(February 1) – “For more than a year now, Wall Street analysts have been wondering whether Merrill Lynch & Company, the nation’s biggest brokerage firm, would buy a commercial bank or be bought by one,” writes Patrick McGeehan in today’s New York Times.

“Now comes the response from Merrill: Why not just be a bank? The firm is preparing to make its biggest push to compete with banks for customers’ deposits. Merrill is taking advantage of recent changes in national banking laws to roll out new banking services, including a federally insured, interest-bearing account tied to its customers’ investment accounts.

“Merrill brokerage executives also are developing the first new version of the firm’s Cash Management Account, which broke new ground 25 years ago by combining interest-bearing checking with a standard brokerage account that held stocks and bonds. The new version, known internally at Merrill as CMA 2.0, would allow customers who are queasy about mixing investments and savings to choose how to segregate various assets within the account.
“‘We know that the vast majority of our clients have a fairly significant amount of money at banking institutions,’ said John L. Steffens, a vice chairman who runs Merrill’s brokerage operation. “I think we’re offering a better deal than banks.”

“In a Merrill cash management account, all the cash that is not invested in securities is regularly swept into a money-market fund that pays dividends; for taxable funds, the current yield is 5.43 percent.
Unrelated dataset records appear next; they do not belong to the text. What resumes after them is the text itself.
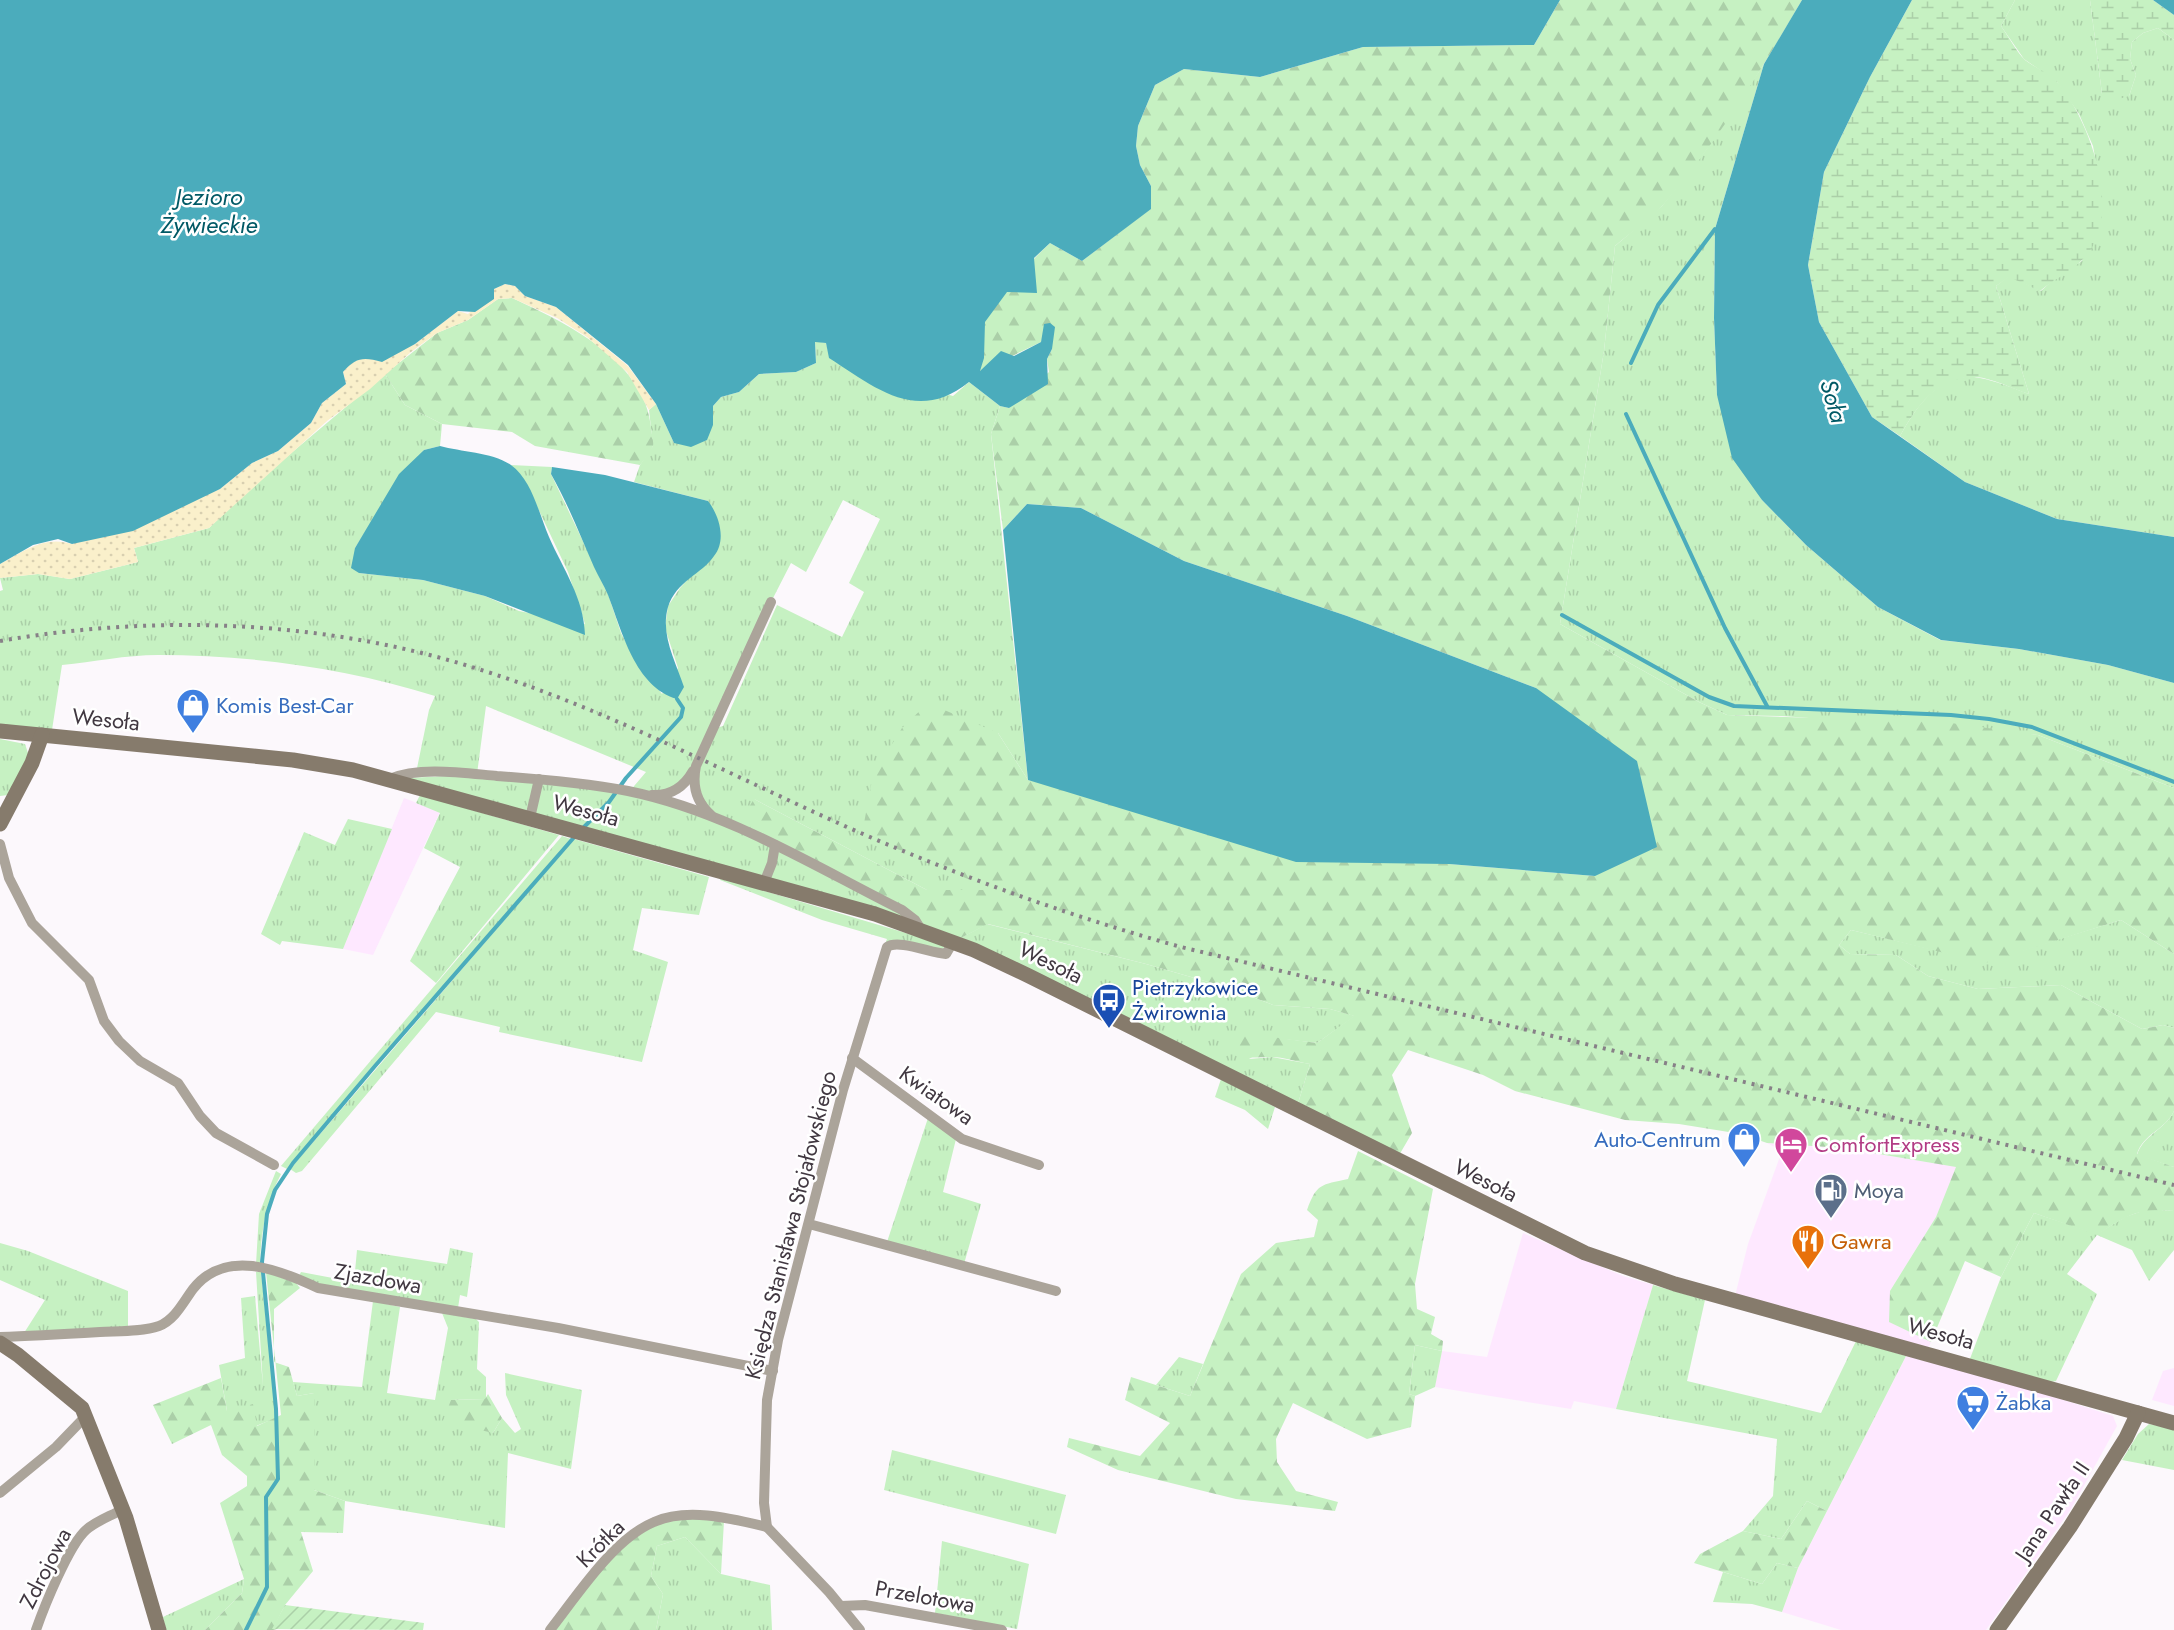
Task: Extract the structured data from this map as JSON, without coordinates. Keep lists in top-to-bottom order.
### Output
{
  "streets": {
    "main road": ["Wesoła", "Jana Pawła II"],
    "street": [
      "Kwiatowa",
      "Księdza Stanisława Stojałowskiego",
      "Zjazdowa",
      "Krótka",
      "Zdrojowa",
      "Przelotowa"
    ]
  },
  "crossings": [
    ["Wesoła", "Księdza Stanisława Stojałowskiego"],
    ["Wesoła", "Jana Pawła II"],
    ["Kwiatowa", "Księdza Stanisława Stojałowskiego"],
    ["Księdza Stanisława Stojałowskiego", "Zjazdowa"],
    ["Księdza Stanisława Stojałowskiego", "Krótka"]
  ],
  "water": ["Jezioro Żywieckie", "Soła"],
  "places": {
    "shop": ["Komis Best-Car", "Auto-Centrum"],
    "bus stop": ["Pietrzykowice Żwirownia"],
    "hotel": ["ComfortExpress"],
    "fuel station": ["Moya"],
    "restaurant": ["Gawra"],
    "supermarket": ["Żabka"]
  }
}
But that cash, which amounts to about $118 billion, is not guaranteed by the Federal Deposit Insurance Corporation, as most bank deposits are.

“Beginning in June, Merrill plans to automatically switch the cash that is being swept into taxable money market funds over to insured accounts at two banks Merrill owns.
Because Merrill owns two banks, it will offer federal insurance on up to $200,000 per account, twice the per-account limit for deposit insurance. The firm’s banks, in turn, will use the cash deposits to finance their lending and investing activities.

“‘What the brokerage firms couldn’t have previously was insured deposits,’ said Joan Solotar, an analyst with Donaldson, Lufkin & Jenrette. “Now, with the financial services reform legislation, there is no banking product that the brokerage firms can’t offer.”

“Merrill would not be the first financial services firm to offer insured deposits. The American Express Company has such an account through its online bank.
After Congress repealed the Depression-era regulations known as the Glass-Steagall Act of 1933 last fall, some analysts predicted a wave of mergers among banks, brokerage firms and insurance companies.